Get Up Close and Personal
With Some of Nature's Best Teachers
Meet our Mammals:
A Porcupine & a Bat
Big Brown Bat
Pollux is a big brown bat, one of the most common bats in Minnesota. He is unable to fly due to a wing injury from unknown causes. He was given to us by the Minnesota Wildlife Rehabilitation Center. Big brown bats are cavity dwellers and they are extremely important animals because they eat insects, like mosquitos, which we have many of here in northern Minnesota.
North American Porcupine
Thistle was found in May of 2007 when he was about a month old. He found in the woods near his mother, who had died. Just a baby a little bigger than a grapefruit, he was brought to a wildlife rehabilitator who cared for him until a permanent home at Wolf Ridge was arranged.

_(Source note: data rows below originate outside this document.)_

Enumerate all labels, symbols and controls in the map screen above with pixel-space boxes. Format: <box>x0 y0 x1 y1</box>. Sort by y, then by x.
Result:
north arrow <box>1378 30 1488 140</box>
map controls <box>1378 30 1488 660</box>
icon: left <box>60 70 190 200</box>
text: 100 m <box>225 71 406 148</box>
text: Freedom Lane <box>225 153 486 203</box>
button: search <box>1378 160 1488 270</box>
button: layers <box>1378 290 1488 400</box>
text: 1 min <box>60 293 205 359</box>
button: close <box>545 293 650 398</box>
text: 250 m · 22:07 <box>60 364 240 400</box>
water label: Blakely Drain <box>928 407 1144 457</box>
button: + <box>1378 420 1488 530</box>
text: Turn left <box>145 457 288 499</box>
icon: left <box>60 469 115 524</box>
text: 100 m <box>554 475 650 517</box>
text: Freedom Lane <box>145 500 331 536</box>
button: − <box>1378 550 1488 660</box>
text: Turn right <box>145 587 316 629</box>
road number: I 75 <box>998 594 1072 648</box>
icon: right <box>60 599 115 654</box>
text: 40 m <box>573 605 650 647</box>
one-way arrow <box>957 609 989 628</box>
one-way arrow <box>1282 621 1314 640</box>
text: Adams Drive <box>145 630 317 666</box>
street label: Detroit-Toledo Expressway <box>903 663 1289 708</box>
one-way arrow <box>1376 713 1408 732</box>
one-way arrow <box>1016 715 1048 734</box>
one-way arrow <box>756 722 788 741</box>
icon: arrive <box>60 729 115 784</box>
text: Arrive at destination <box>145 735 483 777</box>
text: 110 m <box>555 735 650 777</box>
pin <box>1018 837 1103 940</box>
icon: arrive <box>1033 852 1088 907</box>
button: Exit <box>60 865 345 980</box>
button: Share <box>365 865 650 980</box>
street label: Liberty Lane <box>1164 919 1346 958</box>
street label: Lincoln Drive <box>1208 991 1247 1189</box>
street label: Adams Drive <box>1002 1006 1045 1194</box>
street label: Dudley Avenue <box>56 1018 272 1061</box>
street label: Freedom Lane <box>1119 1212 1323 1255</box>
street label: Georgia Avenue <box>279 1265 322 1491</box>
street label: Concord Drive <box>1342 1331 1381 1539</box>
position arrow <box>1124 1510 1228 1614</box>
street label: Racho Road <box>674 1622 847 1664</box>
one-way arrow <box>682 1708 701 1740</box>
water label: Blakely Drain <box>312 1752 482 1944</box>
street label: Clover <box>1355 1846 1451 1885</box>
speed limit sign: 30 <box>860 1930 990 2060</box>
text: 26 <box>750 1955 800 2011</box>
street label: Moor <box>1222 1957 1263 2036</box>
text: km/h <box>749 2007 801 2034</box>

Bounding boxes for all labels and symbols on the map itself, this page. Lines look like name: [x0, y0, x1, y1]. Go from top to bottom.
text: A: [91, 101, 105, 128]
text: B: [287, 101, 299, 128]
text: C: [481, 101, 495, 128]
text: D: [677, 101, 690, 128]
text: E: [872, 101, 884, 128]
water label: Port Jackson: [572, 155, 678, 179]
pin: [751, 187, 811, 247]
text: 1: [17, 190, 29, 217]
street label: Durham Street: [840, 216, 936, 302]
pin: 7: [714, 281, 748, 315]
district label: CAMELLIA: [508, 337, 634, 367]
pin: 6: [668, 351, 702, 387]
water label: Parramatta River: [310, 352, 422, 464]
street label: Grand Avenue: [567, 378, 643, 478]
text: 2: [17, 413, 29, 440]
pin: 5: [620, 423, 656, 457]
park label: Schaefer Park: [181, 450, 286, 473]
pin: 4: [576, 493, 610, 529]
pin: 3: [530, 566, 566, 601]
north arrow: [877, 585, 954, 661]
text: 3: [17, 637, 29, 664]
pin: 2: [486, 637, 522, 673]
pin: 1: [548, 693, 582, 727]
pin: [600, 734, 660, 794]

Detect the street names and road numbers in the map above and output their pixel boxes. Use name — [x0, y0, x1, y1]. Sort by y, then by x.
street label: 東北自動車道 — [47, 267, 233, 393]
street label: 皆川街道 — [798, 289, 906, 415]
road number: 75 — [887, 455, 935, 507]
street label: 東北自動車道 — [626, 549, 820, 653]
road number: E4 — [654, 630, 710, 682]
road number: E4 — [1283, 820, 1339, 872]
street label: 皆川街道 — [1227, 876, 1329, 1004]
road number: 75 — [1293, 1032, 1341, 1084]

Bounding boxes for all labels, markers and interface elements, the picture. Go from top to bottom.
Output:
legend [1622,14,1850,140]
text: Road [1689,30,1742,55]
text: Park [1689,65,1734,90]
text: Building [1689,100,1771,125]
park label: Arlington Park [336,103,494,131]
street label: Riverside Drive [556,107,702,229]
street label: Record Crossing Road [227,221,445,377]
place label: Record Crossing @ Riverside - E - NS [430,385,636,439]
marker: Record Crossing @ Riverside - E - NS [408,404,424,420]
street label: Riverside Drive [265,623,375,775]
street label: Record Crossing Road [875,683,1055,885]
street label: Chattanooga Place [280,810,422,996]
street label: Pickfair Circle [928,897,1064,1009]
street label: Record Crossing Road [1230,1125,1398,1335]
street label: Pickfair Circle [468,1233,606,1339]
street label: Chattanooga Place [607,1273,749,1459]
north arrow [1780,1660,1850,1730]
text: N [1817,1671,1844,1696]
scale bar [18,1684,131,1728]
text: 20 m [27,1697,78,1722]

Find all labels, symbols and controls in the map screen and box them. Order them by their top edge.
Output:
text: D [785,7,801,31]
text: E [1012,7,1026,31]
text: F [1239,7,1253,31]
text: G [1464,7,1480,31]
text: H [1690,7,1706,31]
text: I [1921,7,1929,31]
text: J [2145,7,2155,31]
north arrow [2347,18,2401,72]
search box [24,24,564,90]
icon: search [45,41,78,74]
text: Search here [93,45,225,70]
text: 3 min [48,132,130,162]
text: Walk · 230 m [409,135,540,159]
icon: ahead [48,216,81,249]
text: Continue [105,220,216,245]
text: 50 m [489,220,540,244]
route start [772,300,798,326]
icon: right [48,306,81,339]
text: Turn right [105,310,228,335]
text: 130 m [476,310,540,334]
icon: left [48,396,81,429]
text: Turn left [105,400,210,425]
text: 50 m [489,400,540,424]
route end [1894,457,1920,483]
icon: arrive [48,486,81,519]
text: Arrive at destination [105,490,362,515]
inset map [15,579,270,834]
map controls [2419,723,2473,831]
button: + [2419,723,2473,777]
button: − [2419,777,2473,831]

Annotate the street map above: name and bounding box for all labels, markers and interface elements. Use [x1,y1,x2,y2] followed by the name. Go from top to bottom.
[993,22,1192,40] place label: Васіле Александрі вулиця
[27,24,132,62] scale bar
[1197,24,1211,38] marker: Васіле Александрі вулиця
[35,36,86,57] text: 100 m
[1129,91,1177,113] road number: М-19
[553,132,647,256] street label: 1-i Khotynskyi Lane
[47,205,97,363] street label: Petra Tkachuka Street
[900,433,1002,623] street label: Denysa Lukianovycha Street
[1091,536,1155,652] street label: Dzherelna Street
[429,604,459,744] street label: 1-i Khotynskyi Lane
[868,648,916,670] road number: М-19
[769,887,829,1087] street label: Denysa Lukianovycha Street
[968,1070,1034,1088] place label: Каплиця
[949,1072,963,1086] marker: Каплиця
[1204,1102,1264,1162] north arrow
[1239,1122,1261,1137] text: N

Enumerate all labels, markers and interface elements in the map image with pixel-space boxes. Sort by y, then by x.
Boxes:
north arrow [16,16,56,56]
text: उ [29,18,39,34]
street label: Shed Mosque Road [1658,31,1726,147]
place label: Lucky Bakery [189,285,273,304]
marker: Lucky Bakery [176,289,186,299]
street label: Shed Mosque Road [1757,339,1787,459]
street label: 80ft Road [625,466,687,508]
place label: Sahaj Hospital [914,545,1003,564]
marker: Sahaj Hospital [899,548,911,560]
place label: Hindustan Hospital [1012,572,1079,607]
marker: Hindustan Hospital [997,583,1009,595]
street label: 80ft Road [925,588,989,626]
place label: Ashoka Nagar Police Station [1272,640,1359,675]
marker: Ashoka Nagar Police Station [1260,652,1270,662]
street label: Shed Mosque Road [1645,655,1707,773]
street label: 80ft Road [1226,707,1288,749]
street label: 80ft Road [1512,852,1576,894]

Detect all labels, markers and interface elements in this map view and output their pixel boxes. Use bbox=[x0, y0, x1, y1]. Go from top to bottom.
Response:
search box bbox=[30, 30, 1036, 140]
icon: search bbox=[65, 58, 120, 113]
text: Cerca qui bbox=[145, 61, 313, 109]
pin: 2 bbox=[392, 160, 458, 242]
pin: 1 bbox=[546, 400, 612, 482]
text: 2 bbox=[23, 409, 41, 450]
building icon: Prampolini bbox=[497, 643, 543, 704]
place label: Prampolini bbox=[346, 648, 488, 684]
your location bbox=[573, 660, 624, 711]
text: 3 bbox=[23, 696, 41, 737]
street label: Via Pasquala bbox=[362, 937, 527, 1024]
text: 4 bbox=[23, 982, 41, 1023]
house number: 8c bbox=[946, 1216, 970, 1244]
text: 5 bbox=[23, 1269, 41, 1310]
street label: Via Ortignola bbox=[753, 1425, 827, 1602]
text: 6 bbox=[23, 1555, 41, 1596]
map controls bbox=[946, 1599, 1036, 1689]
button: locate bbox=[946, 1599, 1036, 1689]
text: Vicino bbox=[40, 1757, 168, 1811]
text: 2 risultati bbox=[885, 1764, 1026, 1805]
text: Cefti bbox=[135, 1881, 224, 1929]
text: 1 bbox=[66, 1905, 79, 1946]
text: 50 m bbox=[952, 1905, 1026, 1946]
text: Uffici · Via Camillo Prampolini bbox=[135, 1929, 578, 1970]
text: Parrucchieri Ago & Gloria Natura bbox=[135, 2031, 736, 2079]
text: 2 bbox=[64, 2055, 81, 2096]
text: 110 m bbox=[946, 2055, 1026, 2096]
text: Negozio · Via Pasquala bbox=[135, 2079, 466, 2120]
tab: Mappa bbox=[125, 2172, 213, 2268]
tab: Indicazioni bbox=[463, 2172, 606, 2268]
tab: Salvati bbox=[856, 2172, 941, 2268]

Porcupines are very dependent upon their mothers for the first 6 months of their life and socialize easily. Since his associations at an early age were with people, he will not be able to be released back into the wild. Thistle helps us educate people about wild porcupines and other northern Minnesota wildlife.
- Name: Thistle
- Species: North American Porcupine, Erethizon dorsatum
- Injury: None, Orphaned
The second largest rodents in North America (behind the beaver), porcupines spend most of their time up in trees foraging for leaves, buds and catkins in the summer and bark in the winter. They have about 30,000 quills that they are born with and they cannot shoot them like many people believe. You must come into contact with the porcupine to get stuck with the quills. Their range includes western to northern United States and up into Canada, and it is growing larger every year.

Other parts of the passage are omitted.